*** Opening Supplied data ***

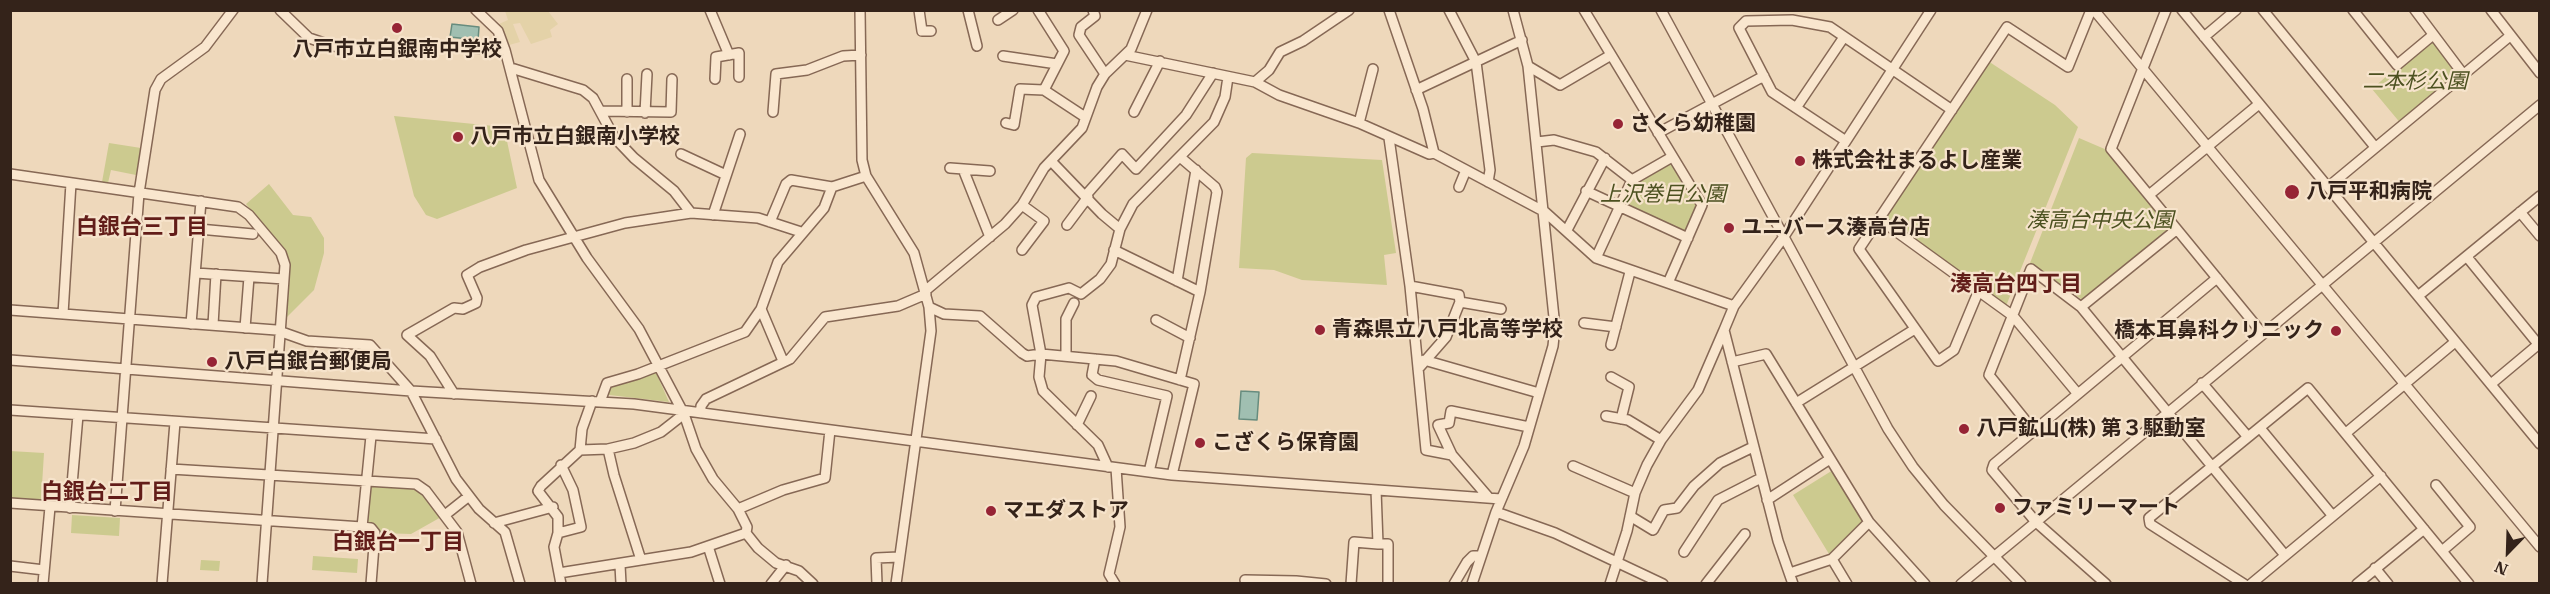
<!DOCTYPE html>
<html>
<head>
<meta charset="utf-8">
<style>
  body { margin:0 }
  #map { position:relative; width:2550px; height:594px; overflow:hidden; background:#eed8bb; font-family:"IBM Plex Serif",serif }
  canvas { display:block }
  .frame { position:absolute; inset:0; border:12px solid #34231a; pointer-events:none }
  .north { position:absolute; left:2478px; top:522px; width:60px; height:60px; -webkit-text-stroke:4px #f6e3cb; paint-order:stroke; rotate:203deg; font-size:16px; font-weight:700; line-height:24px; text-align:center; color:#34231a }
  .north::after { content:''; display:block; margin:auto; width:21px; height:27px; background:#34231a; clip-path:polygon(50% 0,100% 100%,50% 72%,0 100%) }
</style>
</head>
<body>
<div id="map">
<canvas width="2550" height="594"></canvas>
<div class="frame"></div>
<div class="north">N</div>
</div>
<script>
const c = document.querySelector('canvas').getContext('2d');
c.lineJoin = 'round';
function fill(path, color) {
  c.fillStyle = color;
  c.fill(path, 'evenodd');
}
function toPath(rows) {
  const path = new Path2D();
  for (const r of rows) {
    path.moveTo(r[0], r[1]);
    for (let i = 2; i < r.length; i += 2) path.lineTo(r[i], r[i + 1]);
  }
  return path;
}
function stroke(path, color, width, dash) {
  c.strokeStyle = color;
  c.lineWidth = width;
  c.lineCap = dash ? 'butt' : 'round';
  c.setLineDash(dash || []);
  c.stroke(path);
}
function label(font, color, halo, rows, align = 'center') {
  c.font = font + ' "IBM Plex Serif","Noto Sans JP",serif';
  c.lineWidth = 4.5;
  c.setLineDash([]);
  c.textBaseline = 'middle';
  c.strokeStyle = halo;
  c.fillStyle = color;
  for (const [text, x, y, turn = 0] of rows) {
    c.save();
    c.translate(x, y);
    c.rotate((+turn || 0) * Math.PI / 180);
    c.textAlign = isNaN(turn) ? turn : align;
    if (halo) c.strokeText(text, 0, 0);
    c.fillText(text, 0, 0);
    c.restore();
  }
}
fill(toPath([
  [505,11,548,11,558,24,550,30,552,37,531,44,520,23,513,24,520,42,509,45,499,24,508,20]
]), '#e4d2a8');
fill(toPath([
  [2433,35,2463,74,2402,125,2372,89],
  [1988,61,2055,105,2078,127,2006,306,1886,220,1884,216],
  [394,116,504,127,517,188,437,219,426,215,414,196],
  [2079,138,2107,150,2169,226,2168,231,2084,301,2030,263],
  [109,143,141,148,136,175,111,170,108,183,102,182],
  [1252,153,1382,160,1396,253,1384,255,1387,285,1302,280,1274,270,1239,268,1246,158],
  [1672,157,1702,205,1688,238,1620,207,1632,180],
  [269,184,293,215,311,217,324,238,324,253,314,290,287,317,290,262,286,251,246,204],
  [654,368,669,402,601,394,606,386],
  [10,451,44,453,41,501,11,499],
  [1833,470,1863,520,1829,554,1793,495],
  [371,485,415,487,423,493,443,516,411,534,379,533,367,525],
  [72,515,120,518,119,536,71,533],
  [313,556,358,559,357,573,312,570],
  [201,560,220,561,219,571,200,570]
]), '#ccca8f');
const water = toPath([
  [452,24,479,27,478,40,450,37,452,24],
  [1241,391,1259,392,1257,420,1239,419,1241,391]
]);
fill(water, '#a0bfb1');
stroke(water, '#678c7e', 1.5);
const minor = toPath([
  [280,10,309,38,333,46,360,49,440,46,505,50],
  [476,10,498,31,505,50,539,180,587,258,639,329,684,414,696,449,713,479,738,509,747,527,746,533,758,548,776,563,799,571,813,584],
  [710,10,729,55],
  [860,10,862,160,866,176,914,253,929,307,931,331,896,584],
  [919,10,922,31,931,31],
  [968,10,977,46],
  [1038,10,1064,51,1044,90],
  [1093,10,1095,16,1081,27,1079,35,1105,74],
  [1389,10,1423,109,1434,153],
  [1449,10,1476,62,1490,170,1488,182],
  [1584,10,1702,205,1668,283],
  [1661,10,1888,429,1913,467,1944,505,2021,584],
  [2094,10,2540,547],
  [2166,10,2111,149,2262,333],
  [2182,10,2540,444],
  [2263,10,2375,147],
  [2353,10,2397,65,2433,35],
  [2415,10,2463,74],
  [2491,10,2540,73],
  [998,20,1013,10],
  [2204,37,2236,10],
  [1125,55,1255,82,1279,95,1359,123,1429,154,1434,153,1545,212,1596,258,1734,306],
  [1003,56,1057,64],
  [1528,66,1560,85,1611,55],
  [511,68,583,90,593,98,614,137,634,158,674,191,691,213],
  [715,79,716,57,739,53,739,77],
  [1255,82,1269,70,1280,52,1303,41,1349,10],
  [1416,90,1522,40],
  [1796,108,1844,37],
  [601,111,671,112,672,79],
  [627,112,627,79],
  [773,112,776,74,807,70,843,56,861,55],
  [1134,112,1160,61],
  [645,113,647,74],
  [1006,123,1014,125,1020,89,1044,90,1085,117],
  [1359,123,1373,69],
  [1658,133,1764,76],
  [1389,138,1410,286,1426,450,1452,455,1489,498],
  [1846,141,1772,92,1739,28,1746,21,1792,20,1830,27,1952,110],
  [1537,142,1554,140,1596,152,1632,180],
  [681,154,726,175],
  [1180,157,1215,187,1217,192,1200,292,1180,380],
  [1051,161,1102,214,1120,229],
  [950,168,990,171],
  [963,169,990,237],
  [10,174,238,207,249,215,281,253,285,265,262,584],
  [1459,187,1466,170],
  [2328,187,2510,36],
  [1586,191,1688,238],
  [1086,195,1122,154,1136,169,1186,115,1213,73],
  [2149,195,2259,104],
  [1022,205,1044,221,1022,250],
  [2520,212,2540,236],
  [713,215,740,134],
  [1879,219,2013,316,2078,394],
  [770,222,786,184,791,180,832,187],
  [1067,225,1088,197],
  [199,229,253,234],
  [1567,230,1605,158],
  [1114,250,1200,292],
  [2467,257,2538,344],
  [1596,258,1632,180,1672,157],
  [196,273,284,279],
  [1177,281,1196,170],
  [1410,286,1459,295,1460,302,1446,337,1418,369],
  [1979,290,1954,350,1938,361,1859,249,2007,27,2068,67,2091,10],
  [925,291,1005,224,1022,205,1044,168,1082,128,1097,87,1105,74,1131,49,1147,10],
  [2418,296,2540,196],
  [1460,302,1501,309],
  [929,307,944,314,980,316,1022,353,1027,356,1041,354,1039,377,1043,391,1098,445,1108,467],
  [2081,307,2176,230],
  [10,310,276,330,307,341,370,345,411,391,456,479,479,509,505,532,520,584],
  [63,314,71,183],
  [1156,320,1190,338],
  [1584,323,1616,327],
  [191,324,201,201],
  [213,325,216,274],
  [245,328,249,277],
  [1611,345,1630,272],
  [1066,356,1066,319,1074,303],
  [1095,359,1092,375,1098,380,1167,396,1149,472],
  [10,360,411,391,634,404,1172,475,1501,499],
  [1424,360,1539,393],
  [783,361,761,309,778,262,824,208,832,187,866,176],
  [1732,362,1766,354,1869,522,1925,584],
  [1611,377,1629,387,1621,419],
  [2202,383,2248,437],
  [2491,384,2540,343],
  [454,394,430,356,407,335,454,308,463,309,476,303,477,298,467,275,480,267,526,250,625,223,691,213,758,218,801,232],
  [600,402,607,383,638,374,745,332,761,309],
  [1796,403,1915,329],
  [10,410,436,439],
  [701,413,701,406,706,399,790,359,825,317,898,306,926,294],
  [1606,416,1628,420,1661,440],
  [1077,425,1091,396],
  [2260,428,2332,515],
  [2034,431,1989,375,2031,269,2081,307,2284,554],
  [2346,433,2455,342],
  [371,436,362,527,371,528,375,533,371,584],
  [608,449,614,475,641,560],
  [580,450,582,429,592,401],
  [1452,455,1438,425,1449,423,1451,411,1529,427],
  [1573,466,1635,493],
  [171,469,416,484,426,491,457,532,471,584],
  [1172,475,1194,384,1116,361,1041,354,1032,305,1036,297,1069,288,1081,294,1100,279,1111,264,1120,229,1133,204,1214,122,1225,97,1228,77],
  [2436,485,2470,527,2442,551],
  [1767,500,1830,459],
  [10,503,362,527],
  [70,508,78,415],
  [738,509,783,490,825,478,830,430],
  [115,511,139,193,155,90,161,79,205,47,233,10],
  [1496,512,1555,533,1663,584],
  [445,515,469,496],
  [1630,516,1653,530,1664,510,1677,508,1694,486,1720,463,1753,447],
  [494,523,553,507],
  [558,533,581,527,573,490,561,465],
  [1378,544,1388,544,1388,584],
  [708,546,720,584],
  [1684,552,1718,500,1761,478],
  [1832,559,1847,584],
  [620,565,621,584],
  [10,566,44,570],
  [2375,568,2388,584],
  [559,573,691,552,746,533],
  [1790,573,1832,559,1869,522],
  [1245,580,1296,581],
  [43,584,50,507],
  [162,584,175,422],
  [561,584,554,547,558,533,558,517,538,491,541,486,580,450,608,449,634,443,661,432,684,414],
  [771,584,786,565],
  [877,584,876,558,899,557],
  [1115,584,1109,574,1120,527,1116,468],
  [1295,584,1296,581,1326,584],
  [1351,584,1354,542,1378,544,1376,490],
  [1454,584,1467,562,1473,556,1481,556],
  [1472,584,1496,512,1524,446,1553,346,1555,327,1528,66,1513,10],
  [1610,584,1627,531,1635,493,1647,465,1661,440,1698,390,1724,330],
  [1706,584,1745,534],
  [1793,584,1778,541,1724,330,1734,306,1783,238,1931,10],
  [1961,584,2540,105],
  [2106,584,2036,522,1992,470,1994,464,2217,278],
  [2244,584,2150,524,2149,518,2308,388,2469,584],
  [2251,584,2381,476],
  [2357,584,2424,529]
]);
stroke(minor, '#866855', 12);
stroke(minor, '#f9e6ce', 9);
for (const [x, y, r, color] of [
  [397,28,6,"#962435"],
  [1618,124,6,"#962435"],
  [458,137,6,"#962435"],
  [1800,161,6,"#962435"],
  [2292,192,8,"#962435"],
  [1729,228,6,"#962435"],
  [1320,330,6,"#962435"],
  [2336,331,6,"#962435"],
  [212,362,6,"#962435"],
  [1964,429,6,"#962435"],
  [1200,443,6,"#962435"],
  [2000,508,6,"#962435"],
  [991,511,6,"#962435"]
]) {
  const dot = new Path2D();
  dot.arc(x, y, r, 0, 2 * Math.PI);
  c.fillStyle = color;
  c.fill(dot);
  stroke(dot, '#f6e3cb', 2);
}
label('bold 21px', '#34231a', '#f6e3cb', [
  ["八戸市立白銀南中学校",397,50,"center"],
  ["さくら幼稚園",1630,124],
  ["八戸市立白銀南小学校",470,137],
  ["株式会社まるよし産業",1812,161],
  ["八戸平和病院",2306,192],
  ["ユニバース湊高台店",1741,228],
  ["青森県立八戸北高等学校",1332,330],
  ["橋本耳鼻科クリニック",2324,331,"right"],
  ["八戸白銀台郵便局",224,362],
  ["八戸鉱山(株) 第３駆動室",1976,429],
  ["こざくら保育園",1212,443],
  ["ファミリーマート",2012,508],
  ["マエダストア",1003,511]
], 'left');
label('italic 21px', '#4c5120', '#f6e3cb', [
  ["二本杉公園",2415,82],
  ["上沢巻目公園",1663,195],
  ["湊高台中央公園",2100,221]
]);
label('bold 22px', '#621d19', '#f6e3cb', [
  ["白銀台三丁目",142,228],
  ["湊高台四丁目",2016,285],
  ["白銀台二丁目",107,493],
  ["白銀台一丁目",398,543]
]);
</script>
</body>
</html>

*** Closing Supplied data ***

About this task:
Count the lines of the data that hold the string "halo". The answer should be that number alone.

Task response:
3